Ohio State sophomore quarterback Justin Fields (1) fumbles the ball in the endzone during the first half of the game against Penn State Nov. 23. Ohio State won 28-17. Credit: Amal Saeed | Photo Editor

Fumble once, shame on you. Fumble twice, shame on me.

By the time the third fumble came for Ohio State, shame gave way to panic, as Penn State rattled off 17 unanswered points in less than four minutes of game time.

Ohio State hung on for a 28-17 win, but not without a scare that it wholly avoided in 10 previous matchups.

“We literally handed them the ball in two straight drives and gave them points,” Ohio State head coach Ryan Day said. “And then we still win the game the way we did, which was unbelievable. This is something that we have to learn from and that could have cost us the whole season.”

The first indication that not all things would fall in Ohio State’s direction came in the first quarter.

Already up 7-0 after a 91-yard touchdown drive earned all on the ground, it looked just as effortless the next trip down for the Buckeyes, who got to the Penn State 5 poised to take a commanding two-score lead in the early going.

For a moment it looked as though they did, as sophomore quarterback Justin Fields seemed to run it into the end zone, but an official review showed he lost possession before reaching the goal line. Penn State recovered for a touchback. 

Looking to go up 21-0 before the end of the half, it was another self-inflicted wound that held the Buckeyes back. A holding call on junior offensive tackle Thayer Munford brought back a 9-yard run by junior running back J.K. Dobbins and Fields was sacked by Penn State junior defensive end Yetur Gross-Matos on the following play to effectively end the drive.

Ohio State left points on the field in the first half, but they wouldn’t feel the consequences until the second.

Looking to answer Penn State’s first score of the game midway into the third quarter, Dobbins coughed it up, handing the Nittany Lions the ball at the Ohio State 12.

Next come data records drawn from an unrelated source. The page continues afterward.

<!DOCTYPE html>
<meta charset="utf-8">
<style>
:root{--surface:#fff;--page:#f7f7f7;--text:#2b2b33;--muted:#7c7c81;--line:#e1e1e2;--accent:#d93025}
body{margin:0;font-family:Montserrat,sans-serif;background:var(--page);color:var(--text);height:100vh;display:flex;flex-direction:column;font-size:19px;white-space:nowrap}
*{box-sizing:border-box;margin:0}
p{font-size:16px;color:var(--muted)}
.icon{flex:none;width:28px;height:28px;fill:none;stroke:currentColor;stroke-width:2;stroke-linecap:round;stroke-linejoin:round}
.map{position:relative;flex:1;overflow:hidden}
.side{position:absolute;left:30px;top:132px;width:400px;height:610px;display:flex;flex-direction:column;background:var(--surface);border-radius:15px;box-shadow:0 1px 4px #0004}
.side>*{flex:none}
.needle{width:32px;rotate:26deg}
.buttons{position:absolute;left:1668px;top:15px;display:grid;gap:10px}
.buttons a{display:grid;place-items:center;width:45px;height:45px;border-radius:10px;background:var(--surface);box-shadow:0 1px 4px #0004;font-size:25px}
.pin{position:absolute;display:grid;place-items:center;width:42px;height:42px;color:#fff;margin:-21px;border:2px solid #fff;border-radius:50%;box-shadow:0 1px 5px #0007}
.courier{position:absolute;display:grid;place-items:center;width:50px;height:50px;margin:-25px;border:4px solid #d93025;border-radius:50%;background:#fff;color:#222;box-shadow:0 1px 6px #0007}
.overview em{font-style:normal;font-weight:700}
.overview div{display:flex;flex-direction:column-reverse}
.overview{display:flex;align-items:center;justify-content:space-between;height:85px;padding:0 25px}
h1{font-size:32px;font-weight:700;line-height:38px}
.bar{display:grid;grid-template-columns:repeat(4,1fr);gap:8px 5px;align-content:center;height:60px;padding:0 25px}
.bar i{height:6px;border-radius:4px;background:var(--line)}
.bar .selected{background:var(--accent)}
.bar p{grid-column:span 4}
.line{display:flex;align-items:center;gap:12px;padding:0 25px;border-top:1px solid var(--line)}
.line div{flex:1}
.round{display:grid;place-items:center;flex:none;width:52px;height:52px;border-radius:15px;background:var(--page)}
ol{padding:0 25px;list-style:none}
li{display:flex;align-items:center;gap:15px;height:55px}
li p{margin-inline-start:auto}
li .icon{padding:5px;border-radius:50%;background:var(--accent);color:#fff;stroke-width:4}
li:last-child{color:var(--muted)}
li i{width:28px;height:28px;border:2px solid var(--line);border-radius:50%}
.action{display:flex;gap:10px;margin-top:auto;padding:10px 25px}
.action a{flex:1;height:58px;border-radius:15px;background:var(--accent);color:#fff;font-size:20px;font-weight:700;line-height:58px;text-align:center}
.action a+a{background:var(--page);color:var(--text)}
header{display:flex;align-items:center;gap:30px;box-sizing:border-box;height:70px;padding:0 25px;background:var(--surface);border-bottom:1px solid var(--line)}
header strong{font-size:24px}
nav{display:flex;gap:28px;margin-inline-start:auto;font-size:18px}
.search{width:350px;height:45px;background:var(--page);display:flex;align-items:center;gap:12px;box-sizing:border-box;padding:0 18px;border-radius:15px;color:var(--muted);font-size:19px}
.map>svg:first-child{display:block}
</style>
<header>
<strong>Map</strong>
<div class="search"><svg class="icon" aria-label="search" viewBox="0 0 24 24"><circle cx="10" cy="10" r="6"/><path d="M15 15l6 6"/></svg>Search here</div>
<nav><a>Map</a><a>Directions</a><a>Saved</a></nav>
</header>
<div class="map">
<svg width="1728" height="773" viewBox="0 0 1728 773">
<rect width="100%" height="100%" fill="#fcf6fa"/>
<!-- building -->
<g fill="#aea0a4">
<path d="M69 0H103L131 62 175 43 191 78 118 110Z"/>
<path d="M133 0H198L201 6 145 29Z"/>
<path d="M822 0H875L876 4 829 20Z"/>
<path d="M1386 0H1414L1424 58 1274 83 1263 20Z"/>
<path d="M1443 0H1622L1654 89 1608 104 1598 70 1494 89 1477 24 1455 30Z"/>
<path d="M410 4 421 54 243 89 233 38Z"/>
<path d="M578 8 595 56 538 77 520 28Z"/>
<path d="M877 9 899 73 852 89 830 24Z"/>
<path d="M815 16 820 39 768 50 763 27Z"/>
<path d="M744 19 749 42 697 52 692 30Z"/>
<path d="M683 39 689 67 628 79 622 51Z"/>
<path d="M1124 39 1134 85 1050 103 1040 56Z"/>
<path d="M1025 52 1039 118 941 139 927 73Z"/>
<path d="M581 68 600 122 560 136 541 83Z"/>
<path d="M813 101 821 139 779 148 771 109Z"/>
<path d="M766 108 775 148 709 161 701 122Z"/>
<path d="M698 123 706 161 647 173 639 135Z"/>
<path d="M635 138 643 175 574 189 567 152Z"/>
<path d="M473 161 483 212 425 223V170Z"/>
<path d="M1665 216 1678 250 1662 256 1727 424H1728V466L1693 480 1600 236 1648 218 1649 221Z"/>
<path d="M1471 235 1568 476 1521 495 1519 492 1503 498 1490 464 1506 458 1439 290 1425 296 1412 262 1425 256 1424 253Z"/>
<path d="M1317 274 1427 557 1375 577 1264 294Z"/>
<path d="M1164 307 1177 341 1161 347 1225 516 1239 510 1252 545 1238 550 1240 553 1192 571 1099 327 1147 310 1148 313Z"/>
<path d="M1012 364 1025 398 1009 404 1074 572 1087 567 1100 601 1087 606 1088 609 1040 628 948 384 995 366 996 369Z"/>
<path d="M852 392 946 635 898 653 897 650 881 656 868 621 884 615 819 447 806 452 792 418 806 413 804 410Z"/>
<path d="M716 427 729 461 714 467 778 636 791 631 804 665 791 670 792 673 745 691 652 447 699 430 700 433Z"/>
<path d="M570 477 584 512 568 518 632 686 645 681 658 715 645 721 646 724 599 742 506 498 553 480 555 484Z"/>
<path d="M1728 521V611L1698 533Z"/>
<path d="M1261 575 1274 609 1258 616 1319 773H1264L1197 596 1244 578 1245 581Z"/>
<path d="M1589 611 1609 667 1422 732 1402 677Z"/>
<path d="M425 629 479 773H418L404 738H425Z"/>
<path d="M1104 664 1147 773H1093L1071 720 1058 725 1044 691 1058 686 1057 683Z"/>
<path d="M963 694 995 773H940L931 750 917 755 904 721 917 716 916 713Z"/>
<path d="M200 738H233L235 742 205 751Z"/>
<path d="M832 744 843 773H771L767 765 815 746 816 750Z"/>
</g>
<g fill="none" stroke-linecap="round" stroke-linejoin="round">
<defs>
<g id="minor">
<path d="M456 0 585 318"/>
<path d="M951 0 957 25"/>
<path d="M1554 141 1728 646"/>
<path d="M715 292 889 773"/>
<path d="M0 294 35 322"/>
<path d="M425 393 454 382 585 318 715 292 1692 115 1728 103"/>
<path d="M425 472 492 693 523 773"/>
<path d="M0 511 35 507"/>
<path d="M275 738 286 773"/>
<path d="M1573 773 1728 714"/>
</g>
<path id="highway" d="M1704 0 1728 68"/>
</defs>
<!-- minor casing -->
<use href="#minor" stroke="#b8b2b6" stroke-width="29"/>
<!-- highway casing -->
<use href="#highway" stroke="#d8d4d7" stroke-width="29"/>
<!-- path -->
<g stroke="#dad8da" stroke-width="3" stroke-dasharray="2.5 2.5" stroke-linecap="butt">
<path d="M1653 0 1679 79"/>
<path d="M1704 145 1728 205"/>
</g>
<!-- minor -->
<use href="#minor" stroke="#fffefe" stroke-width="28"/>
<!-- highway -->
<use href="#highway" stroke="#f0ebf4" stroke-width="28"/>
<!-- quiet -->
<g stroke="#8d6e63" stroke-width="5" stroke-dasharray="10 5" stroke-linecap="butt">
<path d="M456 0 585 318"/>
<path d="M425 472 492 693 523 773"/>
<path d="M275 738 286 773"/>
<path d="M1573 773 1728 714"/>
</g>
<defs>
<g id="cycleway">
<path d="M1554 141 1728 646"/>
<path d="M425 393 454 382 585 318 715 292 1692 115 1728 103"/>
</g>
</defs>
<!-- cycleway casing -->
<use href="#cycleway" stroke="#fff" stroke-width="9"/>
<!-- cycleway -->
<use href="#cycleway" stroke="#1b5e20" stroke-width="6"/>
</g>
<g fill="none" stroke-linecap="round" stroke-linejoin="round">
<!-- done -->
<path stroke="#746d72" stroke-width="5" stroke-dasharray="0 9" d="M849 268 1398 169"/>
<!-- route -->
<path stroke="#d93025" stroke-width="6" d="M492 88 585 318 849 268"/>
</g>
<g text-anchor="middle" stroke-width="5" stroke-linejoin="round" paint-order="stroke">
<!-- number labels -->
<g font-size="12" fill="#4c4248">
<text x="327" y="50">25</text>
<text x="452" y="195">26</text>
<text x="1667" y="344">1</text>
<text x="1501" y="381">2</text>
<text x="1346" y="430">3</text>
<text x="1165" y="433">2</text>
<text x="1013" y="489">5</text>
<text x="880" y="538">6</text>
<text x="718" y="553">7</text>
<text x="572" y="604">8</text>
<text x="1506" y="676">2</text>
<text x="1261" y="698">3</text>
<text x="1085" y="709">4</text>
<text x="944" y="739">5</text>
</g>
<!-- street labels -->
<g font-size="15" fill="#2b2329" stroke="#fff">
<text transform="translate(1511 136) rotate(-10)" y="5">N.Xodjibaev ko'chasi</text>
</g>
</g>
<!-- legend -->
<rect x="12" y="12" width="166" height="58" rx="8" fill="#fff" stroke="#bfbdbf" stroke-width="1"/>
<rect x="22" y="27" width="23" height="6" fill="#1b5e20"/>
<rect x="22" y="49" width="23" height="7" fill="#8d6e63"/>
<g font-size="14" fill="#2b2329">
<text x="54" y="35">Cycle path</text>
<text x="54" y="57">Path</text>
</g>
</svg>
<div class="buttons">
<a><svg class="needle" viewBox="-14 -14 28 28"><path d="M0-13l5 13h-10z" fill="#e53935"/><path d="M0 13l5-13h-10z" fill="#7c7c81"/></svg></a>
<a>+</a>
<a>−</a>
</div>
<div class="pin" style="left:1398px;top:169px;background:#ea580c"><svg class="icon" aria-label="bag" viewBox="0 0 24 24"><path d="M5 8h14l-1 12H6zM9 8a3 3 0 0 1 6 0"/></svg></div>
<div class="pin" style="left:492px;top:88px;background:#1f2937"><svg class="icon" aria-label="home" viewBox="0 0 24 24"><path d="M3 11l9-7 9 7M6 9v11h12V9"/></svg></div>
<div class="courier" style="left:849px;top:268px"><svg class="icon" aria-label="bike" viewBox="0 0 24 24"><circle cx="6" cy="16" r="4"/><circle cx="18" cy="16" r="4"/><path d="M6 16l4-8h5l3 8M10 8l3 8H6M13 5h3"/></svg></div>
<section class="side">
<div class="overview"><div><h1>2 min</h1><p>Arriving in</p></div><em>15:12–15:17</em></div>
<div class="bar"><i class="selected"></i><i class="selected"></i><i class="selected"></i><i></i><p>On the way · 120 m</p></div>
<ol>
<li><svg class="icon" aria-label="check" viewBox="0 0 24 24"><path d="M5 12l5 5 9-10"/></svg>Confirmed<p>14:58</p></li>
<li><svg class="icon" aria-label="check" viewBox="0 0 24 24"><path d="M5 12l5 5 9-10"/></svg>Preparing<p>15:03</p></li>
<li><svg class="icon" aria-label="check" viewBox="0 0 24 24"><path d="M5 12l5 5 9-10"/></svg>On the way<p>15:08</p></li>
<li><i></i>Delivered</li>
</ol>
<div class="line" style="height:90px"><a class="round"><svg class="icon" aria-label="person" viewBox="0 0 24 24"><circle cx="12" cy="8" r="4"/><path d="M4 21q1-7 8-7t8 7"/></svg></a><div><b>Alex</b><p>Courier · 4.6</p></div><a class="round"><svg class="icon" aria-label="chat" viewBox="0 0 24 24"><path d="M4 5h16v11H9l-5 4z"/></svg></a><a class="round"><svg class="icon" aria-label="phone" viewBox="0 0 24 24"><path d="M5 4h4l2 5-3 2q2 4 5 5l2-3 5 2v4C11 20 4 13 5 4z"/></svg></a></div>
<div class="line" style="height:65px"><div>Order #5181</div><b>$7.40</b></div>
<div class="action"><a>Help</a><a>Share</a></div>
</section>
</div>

Penn State redshirt freshman backup quarterback Will Levis pounded it into the end zone, and suddenly it had climbed back from a 21-0 deficit to score 14 points in 26 seconds of game time.

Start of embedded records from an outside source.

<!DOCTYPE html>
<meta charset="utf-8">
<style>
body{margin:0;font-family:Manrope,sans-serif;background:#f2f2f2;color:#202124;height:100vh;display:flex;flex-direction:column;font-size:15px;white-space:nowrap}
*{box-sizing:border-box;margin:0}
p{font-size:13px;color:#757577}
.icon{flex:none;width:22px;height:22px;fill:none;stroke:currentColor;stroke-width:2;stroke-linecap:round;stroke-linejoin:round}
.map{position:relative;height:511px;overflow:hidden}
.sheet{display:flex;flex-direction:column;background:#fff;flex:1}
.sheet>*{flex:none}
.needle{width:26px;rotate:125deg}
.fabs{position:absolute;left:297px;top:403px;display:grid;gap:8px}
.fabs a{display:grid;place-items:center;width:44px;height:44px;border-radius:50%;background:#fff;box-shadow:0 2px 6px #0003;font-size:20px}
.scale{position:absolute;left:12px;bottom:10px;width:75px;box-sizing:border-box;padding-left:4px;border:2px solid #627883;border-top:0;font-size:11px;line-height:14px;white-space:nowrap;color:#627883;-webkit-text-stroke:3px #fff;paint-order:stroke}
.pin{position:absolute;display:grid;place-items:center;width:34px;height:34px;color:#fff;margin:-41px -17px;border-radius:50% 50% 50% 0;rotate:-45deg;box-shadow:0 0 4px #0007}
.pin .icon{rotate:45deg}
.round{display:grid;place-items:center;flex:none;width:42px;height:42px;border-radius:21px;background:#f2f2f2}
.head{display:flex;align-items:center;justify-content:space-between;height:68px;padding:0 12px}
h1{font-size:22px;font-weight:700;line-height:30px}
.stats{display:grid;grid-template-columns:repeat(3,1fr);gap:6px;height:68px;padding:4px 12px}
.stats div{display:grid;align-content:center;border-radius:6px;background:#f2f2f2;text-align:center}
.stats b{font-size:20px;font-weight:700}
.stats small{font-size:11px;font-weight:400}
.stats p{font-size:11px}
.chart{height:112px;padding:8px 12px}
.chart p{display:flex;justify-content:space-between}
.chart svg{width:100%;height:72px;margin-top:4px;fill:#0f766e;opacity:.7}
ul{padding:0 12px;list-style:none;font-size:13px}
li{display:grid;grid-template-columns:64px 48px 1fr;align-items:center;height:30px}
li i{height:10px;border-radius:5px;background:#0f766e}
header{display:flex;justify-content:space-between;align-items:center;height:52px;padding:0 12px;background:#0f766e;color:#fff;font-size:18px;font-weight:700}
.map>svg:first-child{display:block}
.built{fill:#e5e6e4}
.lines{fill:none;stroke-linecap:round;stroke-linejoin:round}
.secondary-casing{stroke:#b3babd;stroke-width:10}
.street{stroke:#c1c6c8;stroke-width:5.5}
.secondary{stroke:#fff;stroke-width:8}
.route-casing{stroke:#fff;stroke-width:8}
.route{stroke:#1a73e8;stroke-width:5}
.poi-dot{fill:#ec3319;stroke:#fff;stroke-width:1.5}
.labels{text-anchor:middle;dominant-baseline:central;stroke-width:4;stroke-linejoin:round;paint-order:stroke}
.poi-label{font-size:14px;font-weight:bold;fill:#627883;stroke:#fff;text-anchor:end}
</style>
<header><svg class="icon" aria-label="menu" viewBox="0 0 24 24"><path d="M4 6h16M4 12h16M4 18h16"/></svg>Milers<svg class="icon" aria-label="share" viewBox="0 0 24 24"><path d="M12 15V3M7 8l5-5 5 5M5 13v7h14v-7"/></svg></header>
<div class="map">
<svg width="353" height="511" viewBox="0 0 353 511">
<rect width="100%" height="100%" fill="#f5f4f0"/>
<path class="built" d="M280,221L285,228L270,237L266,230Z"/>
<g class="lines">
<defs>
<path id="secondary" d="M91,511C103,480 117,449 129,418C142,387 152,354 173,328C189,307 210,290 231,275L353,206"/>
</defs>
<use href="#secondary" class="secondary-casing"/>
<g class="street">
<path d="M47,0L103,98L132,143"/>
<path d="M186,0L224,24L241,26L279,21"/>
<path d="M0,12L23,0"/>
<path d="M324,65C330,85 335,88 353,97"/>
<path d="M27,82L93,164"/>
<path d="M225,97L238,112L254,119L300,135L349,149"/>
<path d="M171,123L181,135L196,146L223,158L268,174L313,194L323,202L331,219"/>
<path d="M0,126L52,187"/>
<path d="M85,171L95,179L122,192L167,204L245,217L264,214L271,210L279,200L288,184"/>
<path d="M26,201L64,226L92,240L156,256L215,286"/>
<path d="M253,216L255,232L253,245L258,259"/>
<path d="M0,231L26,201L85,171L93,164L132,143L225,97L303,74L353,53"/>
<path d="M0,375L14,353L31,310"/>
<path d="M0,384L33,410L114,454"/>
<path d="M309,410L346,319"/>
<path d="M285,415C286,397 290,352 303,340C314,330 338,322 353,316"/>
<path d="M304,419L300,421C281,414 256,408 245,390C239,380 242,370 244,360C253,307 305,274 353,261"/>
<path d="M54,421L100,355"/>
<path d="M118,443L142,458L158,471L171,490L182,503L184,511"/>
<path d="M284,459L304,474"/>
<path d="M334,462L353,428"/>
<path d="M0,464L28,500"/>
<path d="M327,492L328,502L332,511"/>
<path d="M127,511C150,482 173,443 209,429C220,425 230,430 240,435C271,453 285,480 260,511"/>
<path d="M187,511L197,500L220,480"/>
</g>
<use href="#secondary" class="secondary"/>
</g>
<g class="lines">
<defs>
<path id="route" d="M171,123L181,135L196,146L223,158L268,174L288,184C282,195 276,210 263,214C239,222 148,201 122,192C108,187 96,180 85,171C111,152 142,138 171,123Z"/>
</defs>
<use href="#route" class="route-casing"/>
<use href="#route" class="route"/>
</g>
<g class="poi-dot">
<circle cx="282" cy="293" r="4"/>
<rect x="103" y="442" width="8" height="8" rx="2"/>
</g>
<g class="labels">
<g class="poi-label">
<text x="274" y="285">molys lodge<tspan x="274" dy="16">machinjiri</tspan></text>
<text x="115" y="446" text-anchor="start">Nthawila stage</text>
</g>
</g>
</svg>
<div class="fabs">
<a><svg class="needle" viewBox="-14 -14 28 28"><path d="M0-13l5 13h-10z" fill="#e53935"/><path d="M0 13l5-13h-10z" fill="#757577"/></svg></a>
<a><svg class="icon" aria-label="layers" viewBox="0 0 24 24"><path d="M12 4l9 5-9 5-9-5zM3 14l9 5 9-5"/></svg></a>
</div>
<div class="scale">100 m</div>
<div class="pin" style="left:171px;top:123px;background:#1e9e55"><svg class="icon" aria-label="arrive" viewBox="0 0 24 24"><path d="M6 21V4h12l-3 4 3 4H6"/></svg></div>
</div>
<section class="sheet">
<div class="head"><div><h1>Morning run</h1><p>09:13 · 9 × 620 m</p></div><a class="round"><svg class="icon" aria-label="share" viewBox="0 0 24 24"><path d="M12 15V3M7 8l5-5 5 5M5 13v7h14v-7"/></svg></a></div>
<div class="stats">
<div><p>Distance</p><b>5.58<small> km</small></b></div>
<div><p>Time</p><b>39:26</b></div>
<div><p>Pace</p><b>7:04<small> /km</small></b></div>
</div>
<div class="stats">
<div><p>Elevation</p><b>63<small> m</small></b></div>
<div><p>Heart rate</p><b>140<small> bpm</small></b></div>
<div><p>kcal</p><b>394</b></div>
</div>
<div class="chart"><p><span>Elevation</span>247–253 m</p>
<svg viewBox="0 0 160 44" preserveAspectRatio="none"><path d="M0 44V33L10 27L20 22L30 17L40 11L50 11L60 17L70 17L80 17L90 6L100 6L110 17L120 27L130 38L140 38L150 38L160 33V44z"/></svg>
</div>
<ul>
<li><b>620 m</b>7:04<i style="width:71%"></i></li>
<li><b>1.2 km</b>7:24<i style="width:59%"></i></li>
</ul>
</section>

“We talked about going into a big, heavyweight match, and you’re going to take shots,” Day said. “And one of the things about playing in a game like this is you have to be willing to take punches and you have to not flinch when it happens.”

The nightmare continued for the Buckeyes, as just three offensive plays later, Fields fumbled once again on another rush attempt.

Penn State sophomore linebacker Micah Parsons, at one time Fields’ fellow 2018 Penn State commit, forced a fumble and recovered one on consecutive Buckeye possessions. The second of which set the Nittany Lions up at the Ohio State 35, but the Buckeye defense held them to a field goal.

As the rain poured down in Columbus, the momentum swung lightning-quick, and Penn State was within a touchdown of the lead.

“We knew this was going to be a tough game. Things like that happen,” redshirt senior defensive tackle Davon Hamilton said. “We weren’t really surprised things like that happened –– we were ready.”

A fortunate stroke of serendipity saw Ohio State protect its ultimate lead with a takeaway of its own, as redshirt senior linebacker Justin Hilliard intercepted a Levis pass in the fourth quarter to snuff out Penn State’s chances of a full-scale comeback.

Fields put the ball on the ground once more on a fourth down scramble late, though he recovered it. With the game virtually in hand, the consequence this time was that Fields remained down on the turf, with a deafening silence befalling the home crowd.

“He’s good. He’s a warrior. I’m telling you, he’s tough,” Day said. “He ran the ball today.”

Fields and the Buckeyes survived, but it remains to be seen if the scars they received against the Nittany Lions are a hurdle cleared or a sign of things to come.